RECORDS FOR THIS TASK START

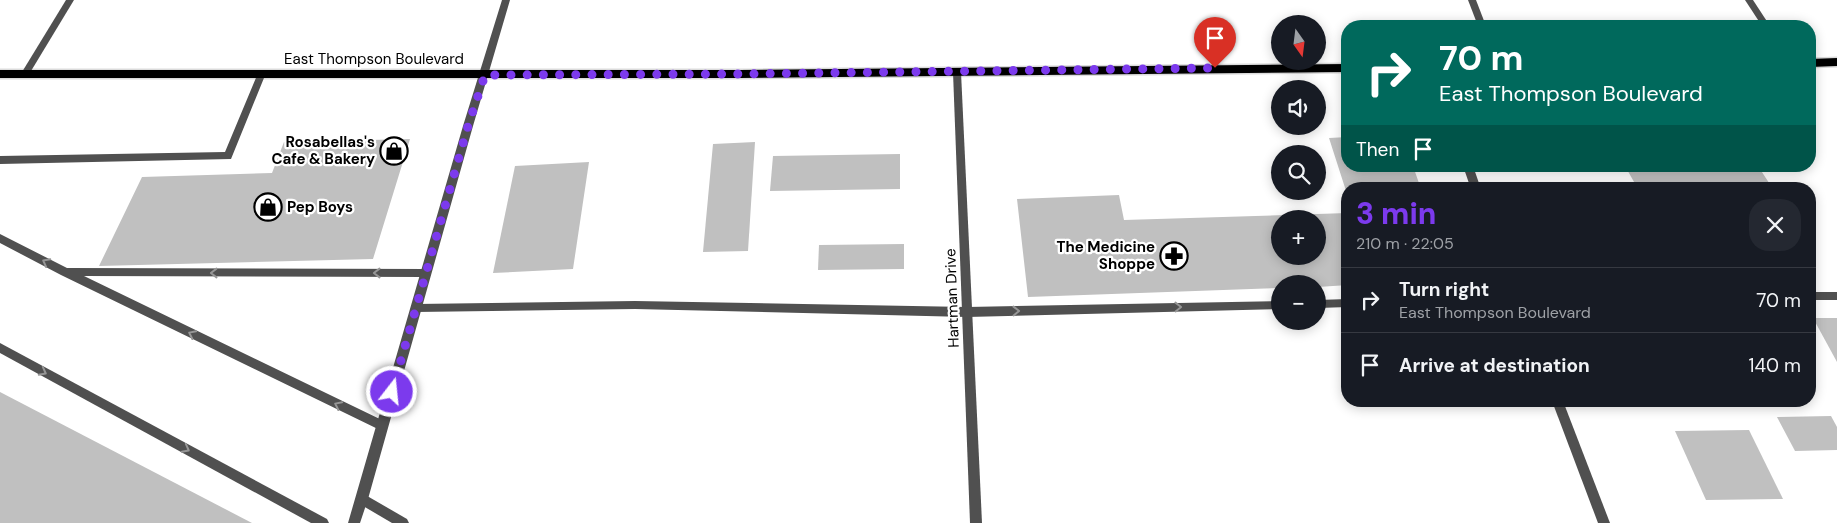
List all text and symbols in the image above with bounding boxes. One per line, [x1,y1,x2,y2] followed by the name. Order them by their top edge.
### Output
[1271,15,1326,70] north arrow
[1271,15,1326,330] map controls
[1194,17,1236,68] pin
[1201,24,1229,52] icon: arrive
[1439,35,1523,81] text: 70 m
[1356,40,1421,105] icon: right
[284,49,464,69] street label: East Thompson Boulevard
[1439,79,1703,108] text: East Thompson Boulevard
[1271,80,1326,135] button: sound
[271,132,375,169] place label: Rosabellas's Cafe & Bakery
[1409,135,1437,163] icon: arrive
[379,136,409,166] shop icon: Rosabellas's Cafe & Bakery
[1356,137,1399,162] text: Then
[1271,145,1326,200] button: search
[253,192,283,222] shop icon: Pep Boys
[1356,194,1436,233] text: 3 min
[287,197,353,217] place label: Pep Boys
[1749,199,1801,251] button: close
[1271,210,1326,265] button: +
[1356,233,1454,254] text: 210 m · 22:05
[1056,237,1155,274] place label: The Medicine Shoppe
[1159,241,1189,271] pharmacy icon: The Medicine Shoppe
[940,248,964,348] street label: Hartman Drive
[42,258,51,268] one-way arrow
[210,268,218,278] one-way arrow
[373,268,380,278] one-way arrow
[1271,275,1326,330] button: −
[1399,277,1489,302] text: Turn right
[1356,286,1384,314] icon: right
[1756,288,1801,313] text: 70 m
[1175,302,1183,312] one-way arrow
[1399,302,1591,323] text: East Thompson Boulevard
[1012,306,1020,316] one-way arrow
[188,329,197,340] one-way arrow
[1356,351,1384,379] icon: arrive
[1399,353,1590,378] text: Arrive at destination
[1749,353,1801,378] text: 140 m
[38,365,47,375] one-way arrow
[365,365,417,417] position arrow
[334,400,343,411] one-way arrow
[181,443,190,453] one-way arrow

RECORDS FOR THIS TASK END

Print the records exactly, every one. Leave out the pictures.

### REPLY TO THE EXERCISE
List all text and symbols in the image above with bounding boxes. One per line, [x1,y1,x2,y2] followed by the name. Order them by their top edge.
### Output
[1271,15,1326,70] north arrow
[1271,15,1326,330] map controls
[1194,17,1236,68] pin
[1201,24,1229,52] icon: arrive
[1439,35,1523,81] text: 70 m
[1356,40,1421,105] icon: right
[284,49,464,69] street label: East Thompson Boulevard
[1439,79,1703,108] text: East Thompson Boulevard
[1271,80,1326,135] button: sound
[271,132,375,169] place label: Rosabellas's Cafe & Bakery
[1409,135,1437,163] icon: arrive
[379,136,409,166] shop icon: Rosabellas's Cafe & Bakery
[1356,137,1399,162] text: Then
[1271,145,1326,200] button: search
[253,192,283,222] shop icon: Pep Boys
[1356,194,1436,233] text: 3 min
[287,197,353,217] place label: Pep Boys
[1749,199,1801,251] button: close
[1271,210,1326,265] button: +
[1356,233,1454,254] text: 210 m · 22:05
[1056,237,1155,274] place label: The Medicine Shoppe
[1159,241,1189,271] pharmacy icon: The Medicine Shoppe
[940,248,964,348] street label: Hartman Drive
[42,258,51,268] one-way arrow
[210,268,218,278] one-way arrow
[373,268,380,278] one-way arrow
[1271,275,1326,330] button: −
[1399,277,1489,302] text: Turn right
[1356,286,1384,314] icon: right
[1756,288,1801,313] text: 70 m
[1175,302,1183,312] one-way arrow
[1399,302,1591,323] text: East Thompson Boulevard
[1012,306,1020,316] one-way arrow
[188,329,197,340] one-way arrow
[1356,351,1384,379] icon: arrive
[1399,353,1590,378] text: Arrive at destination
[1749,353,1801,378] text: 140 m
[38,365,47,375] one-way arrow
[365,365,417,417] position arrow
[334,400,343,411] one-way arrow
[181,443,190,453] one-way arrow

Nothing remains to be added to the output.